The Gorsuch Supreme Court appointment might be worthy of praise (for conservatives) if not for the underhanded work of McConnell in making it possible. If he is to be credited for anything it is that he has been so bad that he probably took the air out of the global right wing populist movement. The West, the EU, and NATO are probably stronger now because of Trump’s threat. The economy is ho-hum, though mostly because he has not been able to do anything to change the course of the Obama Administration.
That Trump has held on to his voting base through all of this is not noteworthy. What is noteworthy is that he has not picked up support from anybody else, which is why his approval rating hovers just below 40. Even that number is a bit inflated as he probably pulls in 10 or 15 percent from people who are more anti-anti-Trump than pro-Trump – that is, conservative Republicans who didn’t like Trump in the primary but found him useful to get Gorsuch on the Supreme Court and who occasionally rally to him for hurling an insult at a favorite liberal target.
For the rest of us, he has been downright exhausting, like being forced to attend a lengthy religious service of a denomination one finds revolting and constantly forced to reject everything one hears. The man’s obnoxiousness invades every social media space. The latest “exclusive” Louise Mensch conspiracy theory leading to imminent impeachment becomes a tonic, a hope that this nightmare will end and America can go back to being great again. Yes, the Resistance is inspiring and Indivisible seems pretty effective. And it looks like 2018 will bring a massive electoral backlash and Democratic takeover of Congress and various state houses. But, damn, that seems a long time away.
What has really been most surprising, I suppose, is the failure of the GOP Congress to take advantage of this Republican President to get anything like its agenda passed. It’s as if the House GOP is even more divided than the Democratic House was in the late 1970s when it was split between aging Dixiecrats and liberals.
Will Trump get his act together and start behaving like a President? I doubt it.
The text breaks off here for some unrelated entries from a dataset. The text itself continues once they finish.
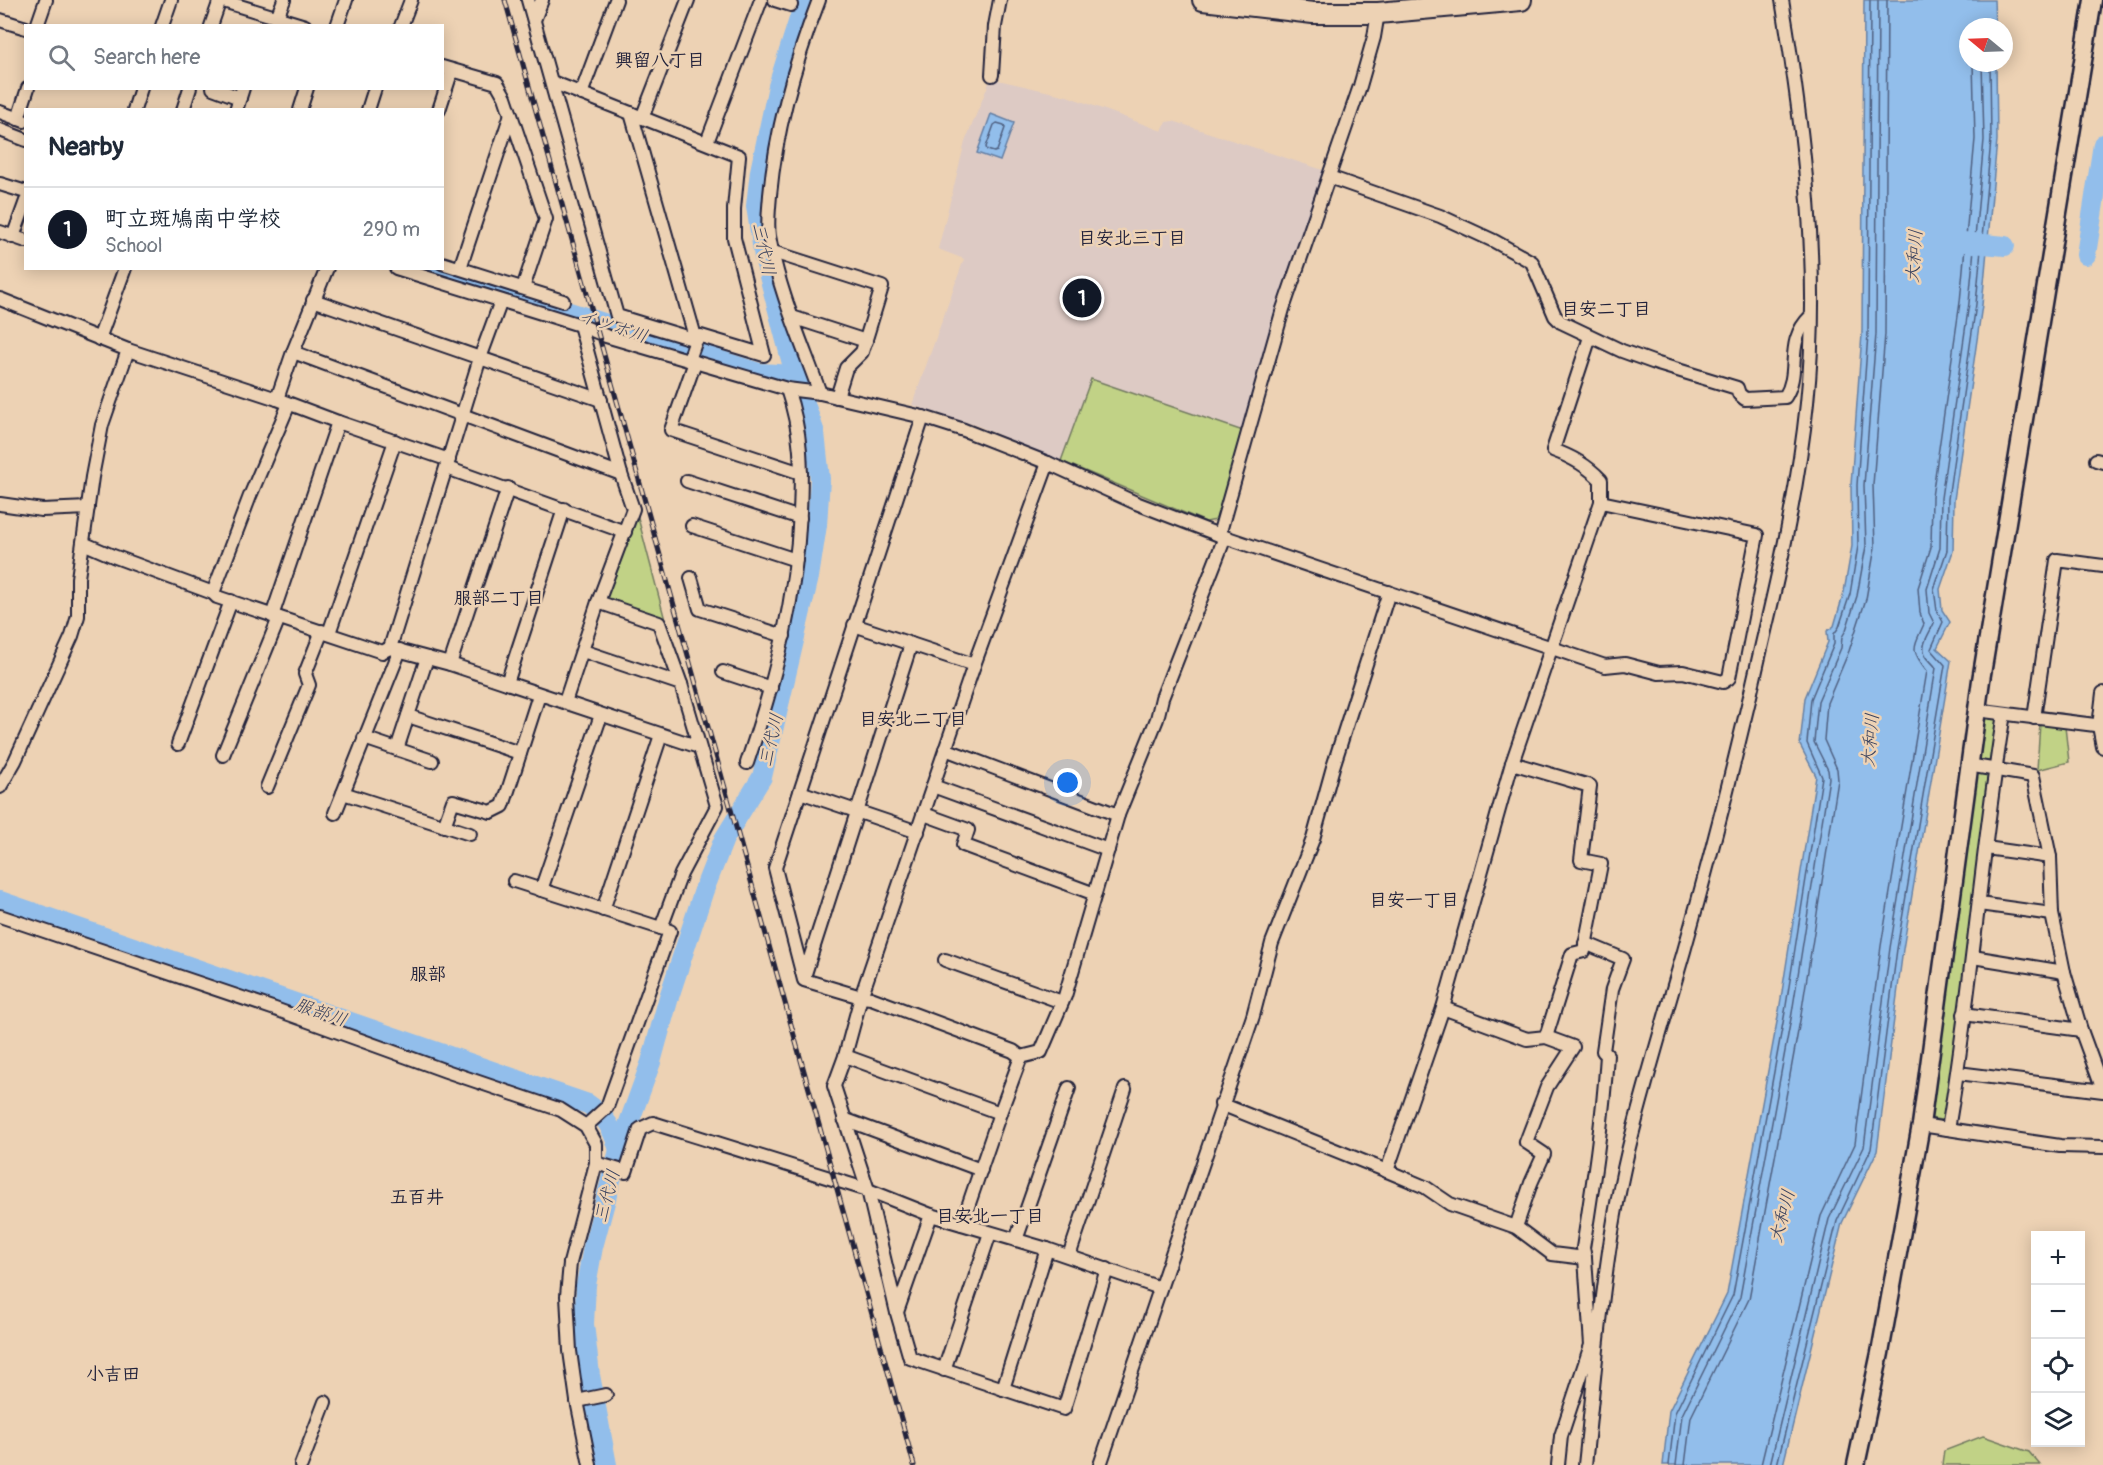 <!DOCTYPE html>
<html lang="en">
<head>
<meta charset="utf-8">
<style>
	:root { --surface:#fff; --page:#f6f6f7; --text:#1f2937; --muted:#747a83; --line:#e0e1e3; --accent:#111827 }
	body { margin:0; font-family:Pangolin,"Klee One",sans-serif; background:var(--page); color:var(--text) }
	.controls { position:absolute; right:18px; bottom:18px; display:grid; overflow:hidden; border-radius:0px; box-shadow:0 3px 15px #0003 }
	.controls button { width:54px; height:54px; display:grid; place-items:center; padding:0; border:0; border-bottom:2px solid var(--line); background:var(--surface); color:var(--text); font:30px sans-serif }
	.compass { position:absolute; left:1959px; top:18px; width:54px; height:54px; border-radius:50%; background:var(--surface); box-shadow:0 3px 15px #0003; rotate:289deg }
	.you { position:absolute; left:1068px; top:783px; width:21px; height:21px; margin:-15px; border:4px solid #fff; border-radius:50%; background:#1a73e8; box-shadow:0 0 0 9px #1a73e833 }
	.badge { display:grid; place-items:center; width:39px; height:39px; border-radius:50%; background:var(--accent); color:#fff; font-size:20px; font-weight:700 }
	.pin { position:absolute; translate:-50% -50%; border:3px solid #fff; box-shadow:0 2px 6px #0006 }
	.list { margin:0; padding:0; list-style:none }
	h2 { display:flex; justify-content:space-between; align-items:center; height:78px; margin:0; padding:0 24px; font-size:26px }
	h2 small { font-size:20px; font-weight:400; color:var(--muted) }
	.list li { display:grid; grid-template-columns:39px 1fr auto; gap:18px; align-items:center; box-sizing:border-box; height:84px; padding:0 24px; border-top:2px solid var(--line) }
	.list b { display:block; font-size:22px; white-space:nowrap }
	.list p { margin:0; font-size:20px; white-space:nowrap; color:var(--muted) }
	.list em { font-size:20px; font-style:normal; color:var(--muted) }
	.icon { flex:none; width:33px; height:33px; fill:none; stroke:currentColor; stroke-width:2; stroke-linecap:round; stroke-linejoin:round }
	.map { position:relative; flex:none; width:2103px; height:1465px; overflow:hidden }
	.search { position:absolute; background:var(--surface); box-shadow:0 3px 15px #0003; left:24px; top:24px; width:420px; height:66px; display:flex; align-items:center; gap:15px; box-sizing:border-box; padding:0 21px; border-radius:0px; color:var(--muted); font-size:22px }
	.panel { position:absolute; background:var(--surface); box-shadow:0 3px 15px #0003; left:24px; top:108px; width:420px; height:162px; border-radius:0px }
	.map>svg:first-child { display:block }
	.built { fill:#ddcac4 }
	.green { fill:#c1d286; stroke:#727a60; stroke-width:1.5 }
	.water { fill:#92beeb; stroke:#6580a5; stroke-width:1.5 }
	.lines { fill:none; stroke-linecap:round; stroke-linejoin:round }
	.shore { stroke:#4f6081; stroke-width:1.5 }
	.river { stroke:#92beeb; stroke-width:20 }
	.street-casing { stroke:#22223b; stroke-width:16 }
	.secondary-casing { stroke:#22223b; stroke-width:21 }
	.primary-casing { stroke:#22223b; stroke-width:24 }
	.street { stroke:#edd2b4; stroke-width:12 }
	.secondary { stroke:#edd2b4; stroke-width:16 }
	.primary { stroke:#edd2b4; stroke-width:20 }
	.rail-casing { stroke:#22223b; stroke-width:5 }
	.rail { stroke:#edd2b4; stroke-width:3; stroke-dasharray:9; stroke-linecap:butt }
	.labels { text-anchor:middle; stroke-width:5; stroke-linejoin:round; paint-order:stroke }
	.neighbourhood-label { font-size:18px; font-weight:bold; fill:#22223b; stroke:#edd2b4 }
	.water-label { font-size:18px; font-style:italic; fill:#38415e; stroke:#edd2b4 }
</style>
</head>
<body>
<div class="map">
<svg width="2103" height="1465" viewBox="0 0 2103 1465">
	<rect width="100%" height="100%" fill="#edd2b4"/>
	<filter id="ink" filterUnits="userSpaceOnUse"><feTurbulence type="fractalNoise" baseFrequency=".0167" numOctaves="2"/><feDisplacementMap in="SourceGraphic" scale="12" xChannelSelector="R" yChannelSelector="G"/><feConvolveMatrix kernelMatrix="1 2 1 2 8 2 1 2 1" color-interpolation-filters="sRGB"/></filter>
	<g filter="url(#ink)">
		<path class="built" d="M998 80 1067 96 1162 131 1166 122 1173 121 1323 170 1324 175 1243 431 1091 379 1061 461 978 426 912 405 964 259 938 249 965 142 989 83Z"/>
		<g class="green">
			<path d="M1091 379 1243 431 1216 520 1206 522 1061 461Z"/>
			<path d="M636 510 665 620 604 598Z"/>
			<path d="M1984 716 1997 718 1990 763 1978 761Z"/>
			<path d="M2040 723 2065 727 2069 762 2037 770Z"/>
			<path d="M1977 771 1990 773 1946 1121 1930 1118 1928 1114Z"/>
			<path d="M1983 1436 2029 1452 2040 1465H1942L1944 1451Z"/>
		</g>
		<g class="water">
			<path d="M1864 0H1994L1995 27H1968V63H1996L1997 140 1982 305 1954 500 1953 551 1940 589 1942 610 1950 622 1937 648 1951 661 1903 949 1877 1151 1842 1223 1783 1465H1663L1669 1411 1727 1294 1779 1011 1816 776 1800 745 1805 698 1828 642 1827 631 1834 626 1844 592 1852 546 1851 485 1862 334Z"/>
			<path d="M991 114 1014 123 1000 161 977 153Z"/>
		</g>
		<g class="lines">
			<g class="shore">
				<path d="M997 123 1004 125 1005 128 997 151 994 152 987 150 986 147 994 125Z"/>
				<path d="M1669 1465 1675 1413 1733 1295 1785 1012 1822 777 1807 743 1811 699 1834 644V634L1839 627 1850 594 1858 546 1857 485 1868 334 1870 0"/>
				<path d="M1676 1465 1682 1415 1740 1297 1792 1013 1829 778 1828 770 1814 742 1818 701 1841 648 1842 637 1846 630 1857 596 1866 546 1864 485 1876 334 1878 0"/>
				<path d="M1685 1465 1691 1417 1749 1299 1801 1015 1838 780 1837 769 1824 740 1827 703 1849 651 1866 599 1875 547 1873 485 1885 334 1887 0"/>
				<path d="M1761 1465 1821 1216 1855 1144 1881 946 1927 671C1910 649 1913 649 1924 624L1920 613 1918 588 1931 547 1932 497 1960 302 1975 139 1973 63"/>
				<path d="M1770 1465 1829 1219 1864 1147 1890 948 1936 668C1934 664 1929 661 1926 656 1919 646 1930 633 1934 623L1929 613 1927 589 1940 548 1941 498 1969 303 1984 140 1982 63"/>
				<path d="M1777 1465 1837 1221 1871 1149 1897 949 1945 665 1931 649 1943 622 1937 611 1934 589 1947 550 1948 499 1976 304 1991 140 1990 63"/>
			</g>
			<g class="river">
				<path d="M1963 242 2005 246"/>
				<path d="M2086 255 2103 144"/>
				<path d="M433 268 759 373 795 375"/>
				<path d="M0 901 588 1104C606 1116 613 1130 619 1150"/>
				<path d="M607 1465 590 1375 584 1324 586 1285 593 1247 619 1150 651 1062 669 997 704 890 724 839 762 777 809 577 817 525 820 479 815 433 795 375 764 257 756 206 760 171 778 86 805 0"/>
			</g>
			<g class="street-casing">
				<g id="street">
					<path d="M220 0 305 26"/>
					<path d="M528 0 617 316 696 340 701 336 764 355 734 238V209L739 156 552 82"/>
					<path d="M775 0 791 5"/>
					<path d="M819 0C795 62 776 129 770 195 769 209 767 223 769 236 778 289 802 343 820 393"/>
					<path d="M277 17 284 0"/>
					<path d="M0 20 26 28"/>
					<path d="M534 20 542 0"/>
					<path d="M37 26 46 0"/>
					<path d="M162 26 171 0"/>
					<path d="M211 26 220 0"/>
					<path d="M337 26 346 0"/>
					<path d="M401 26 411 0"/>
					<path d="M442 67 497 83 505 97 546 219 523 288"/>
					<path d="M992 75 995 26 1000 0"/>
					<path d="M213 88 240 98"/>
					<path d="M581 94 616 0"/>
					<path d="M134 110 141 88"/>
					<path d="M183 110 190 88"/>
					<path d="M236 110 243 88"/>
					<path d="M300 110 307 88"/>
					<path d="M368 110 375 88"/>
					<path d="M439 110 452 70"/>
					<path d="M0 112 24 121"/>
					<path d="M631 113 696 340 689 360"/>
					<path d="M642 118 688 0"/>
					<path d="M18 119 28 88"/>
					<path d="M0 130 26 140"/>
					<path d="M707 142 761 0"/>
					<path d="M1329 177 1440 216 1494 241 1532 262 1555 316 1561 322 1622 351 1658 364 1737 388 1739 394 1745 399 1785 397C1802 370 1783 343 1811 316"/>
					<path d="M0 184 26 192"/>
					<path d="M0 232 26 241"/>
					<path d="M13 237 26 201"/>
					<path d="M773 252 882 287 862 352 846 368 837 397"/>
					<path d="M442 263 563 301"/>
					<path d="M396 268 580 325 606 336 787 389 820 393 923 417 964 430 1048 463 1136 503 1219 535 1605 666 1625 664 1659 673 1683 672 1723 682 1729 678 1757 535 1601 502"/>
					<path d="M460 268 511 114"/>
					<path d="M0 299 128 350 277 399 338 422 449 460"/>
					<path d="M313 300 601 400"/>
					<path d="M792 317 866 341"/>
					<path d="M99 339 125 268"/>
					<path d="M293 352 621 474"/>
					<path d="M695 362 671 430 801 473"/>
					<path d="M277 399 293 352 327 268"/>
					<path d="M923 417 775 868 804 980 861 997 871 998 1013 1051 1021 1057 1041 1052 1065 996 1118 815 1157 719 1162 698 1225 537"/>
					<path d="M2096 460 2103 462"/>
					<path d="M1048 463 974 665 861 997 845 1056 834 1086 868 1190 897 1313 910 1358 1064 1409 1107 1269"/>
					<path d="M447 468 625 532"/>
					<path d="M687 481 800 518"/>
					<path d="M0 504 42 510 88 508"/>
					<path d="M692 526 796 560"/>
					<path d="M1219 535 1283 309 1360 86 1374 37 1378 13"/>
					<path d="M83 543 113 556 213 593 217 597 382 652 390 648 450 664 699 747"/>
					<path d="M691 578 700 609 784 636"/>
					<path d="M213 593 250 496 289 404"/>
					<path d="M598 602 659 623 681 684 717 806 681 874 661 928"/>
					<path d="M272 616 338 422"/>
					<path d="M854 625 974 665"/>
					<path d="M329 633 395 441"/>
					<path d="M390 648 480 358 501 301"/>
					<path d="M583 651 681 684"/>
					<path d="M450 664 508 488"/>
					<path d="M723 672 771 688"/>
					<path d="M507 683 564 509"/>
					<path d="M2103 693 2099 726 2103 747"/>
					<path d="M565 702 598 602 633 509 621 474 580 325"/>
					<path d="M1976 710 2103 726"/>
					<path d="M408 716 520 753"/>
					<path d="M2034 718 2057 560 2103 566"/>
					<path d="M364 738 432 761"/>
					<path d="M178 744 231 601"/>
					<path d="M397 749 427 658"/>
					<path d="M945 749 1118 815"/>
					<path d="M223 755 279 618"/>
					<path d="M747 763C775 681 796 599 800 512 802 466 802 433 787 389"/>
					<path d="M1512 763 1590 786 1581 860 1601 864 1584 951 1572 954 1546 1037"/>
					<path d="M1968 765 2033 776 2050 857 2052 914 2064 972 2081 1030 2103 1090"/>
					<path d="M933 786 1108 850"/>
					<path d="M0 787 15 761 72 636 78 616V578L92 477 102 425 128 350"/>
					<path d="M267 787 309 685 305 674 322 631"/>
					<path d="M800 792 918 832"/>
					<path d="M343 793 470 834"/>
					<path d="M335 813 400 650"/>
					<path d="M924 814 968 830 963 845 1095 894"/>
					<path d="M444 826 453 801 491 812 503 806 539 695"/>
					<path d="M1986 848 2050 857"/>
					<path d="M514 881 670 931 607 1107 586 1126"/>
					<path d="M541 890 601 715"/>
					<path d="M1979 904 2052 914"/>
					<path d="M603 910 661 735"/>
					<path d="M0 916 275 1009 446 1071 561 1110 586 1126 596 1144V1163L570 1263 567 1296 570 1351 577 1401 590 1465"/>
					<path d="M1973 957 2064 972"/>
					<path d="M945 960 1062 1002"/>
					<path d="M804 977 911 644"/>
					<path d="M1443 1008 1527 1039 1546 1037 1573 1047 1547 1087 1526 1142 1544 1154 1531 1183 1516 1227"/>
					<path d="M1964 1014 2081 1030"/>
					<path d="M845 1056 1000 1113"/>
					<path d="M1958 1073 2103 1091"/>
					<path d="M1221 1104 1387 1171 1425 1187 1450 1204 1516 1227 1552 1254 1585 1258 1591 1345 1561 1436 1558 1465"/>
					<path d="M844 1119 981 1170"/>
					<path d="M1921 1125 2060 1146 2103 1147"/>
					<path d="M1948 1129C1972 991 1981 851 2004 714"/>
					<path d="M596 1163 626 1172 640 1129 653 1123 868 1190 931 1215 1047 1249 1160 1288"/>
					<path d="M1387 1171 1443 1008 1512 763 1601 502V480C1587 465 1572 457 1553 450L1590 337"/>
					<path d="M962 1224 1000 1113 1021 1057"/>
					<path d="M1016 1240 1069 1088"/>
					<path d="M1069 1256 1125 1089"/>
					<path d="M1585 1258 1583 1248C1593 1184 1603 1120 1607 1055L1603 1051 1612 989 1623 959 1585 943"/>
					<path d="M897 1312 931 1215"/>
					<path d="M944 1370 990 1233"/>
					<path d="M1003 1389 1047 1249"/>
					<path d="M577 1401 606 1395"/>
					<path d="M301 1465 325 1402"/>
					<path d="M1100 1465 1253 1016 1272 943 1313 839 1333 767 1389 592"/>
					<path d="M1585 1465C1597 1356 1604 1245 1631 1139 1647 1076 1666 1013 1684 951 1714 845 1741 738 1765 631 1783 555 1799 480 1807 403 1821 268 1804 133 1782 0"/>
				</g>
			</g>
			<g class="secondary-casing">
				<path id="secondary" d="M1856 1465 1880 1353 1921 1125 1981 680 2093 0"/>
			</g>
			<g class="primary-casing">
				<path id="primary" d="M1203 0 1313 13H1378L1521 0"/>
			</g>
			<use href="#street" class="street"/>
			<use href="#secondary" class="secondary"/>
			<use href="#primary" class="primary"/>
			<g class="rail-casing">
				<path id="rail" d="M505 0 914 1465"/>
			</g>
			<use href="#rail" class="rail"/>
		</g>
	</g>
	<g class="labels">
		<g class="neighbourhood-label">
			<text x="660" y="66">興留八丁目</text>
			<text x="1132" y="244">目安北三丁目</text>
			<text x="1606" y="315">目安二丁目</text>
			<text x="499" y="604">服部二丁目</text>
			<text x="913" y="725">目安北二丁目</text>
			<text x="1414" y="906">目安一丁目</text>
			<text x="428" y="980">服部</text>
			<text x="417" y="1203">五百井</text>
			<text x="990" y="1222">目安北一丁目</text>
			<text x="113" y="1380">小吉田</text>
		</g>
		<g class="water-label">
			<text transform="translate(764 249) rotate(78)" y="6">三代川</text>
			<text transform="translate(1914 256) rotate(-86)" y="6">大和川</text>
			<text transform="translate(613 326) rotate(18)" y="6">イツボ川</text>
			<text transform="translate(771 740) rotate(-77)" y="6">三代川</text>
			<text transform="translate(1870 740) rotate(-85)" y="6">大和川</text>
			<text transform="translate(321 1012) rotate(19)" y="6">服部川</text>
			<text transform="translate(607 1196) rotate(-75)" y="6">三代川</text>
			<text transform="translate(1782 1216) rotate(-75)" y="6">大和川</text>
		</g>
	</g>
</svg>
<div class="controls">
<button>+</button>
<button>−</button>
<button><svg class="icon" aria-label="locate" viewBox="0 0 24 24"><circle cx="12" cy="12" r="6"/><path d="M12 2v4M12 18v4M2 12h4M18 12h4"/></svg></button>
<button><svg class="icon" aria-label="layers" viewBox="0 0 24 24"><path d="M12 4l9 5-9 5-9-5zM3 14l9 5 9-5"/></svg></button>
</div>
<svg class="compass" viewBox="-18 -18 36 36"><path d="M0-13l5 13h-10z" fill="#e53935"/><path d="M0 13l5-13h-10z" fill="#747a83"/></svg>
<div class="you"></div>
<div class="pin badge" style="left:1082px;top:298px">1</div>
<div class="search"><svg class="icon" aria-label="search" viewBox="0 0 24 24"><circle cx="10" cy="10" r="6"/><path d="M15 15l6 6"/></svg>Search here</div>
<section class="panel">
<h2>Nearby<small></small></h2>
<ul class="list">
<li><span class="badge">1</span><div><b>町立斑鳩南中学校</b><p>School</p></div><em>290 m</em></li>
</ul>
</section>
</div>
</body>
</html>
He is 70 years old and has never had to listen to anybody else in his life. Quietly, those working class whites who went from Obama to Trump in Ohio and Pennsylvania and Iowa and Wisconsin and Michigan will drift back into the “all politicians are corrupt liars” camp. The establishment conservative Republicans will find him less useful as they seek a scapegoat for the failures in Congress. The Herrenvolk Rednecks will stand by him to the end, just as they did with Bush. Hopefully the rest of us will learn that when a political candidate claims to be against what’s wrong in Washington, he or she may actually be worse than the status quo.
In the meantime, we must plod on. Fight on every front. And build a different vision. Oh, and how about rallying around a single payer health insurance system to solve the Obamacare “disaster” that the Republicans are utterly incapable of addressing? That will also make American great…again.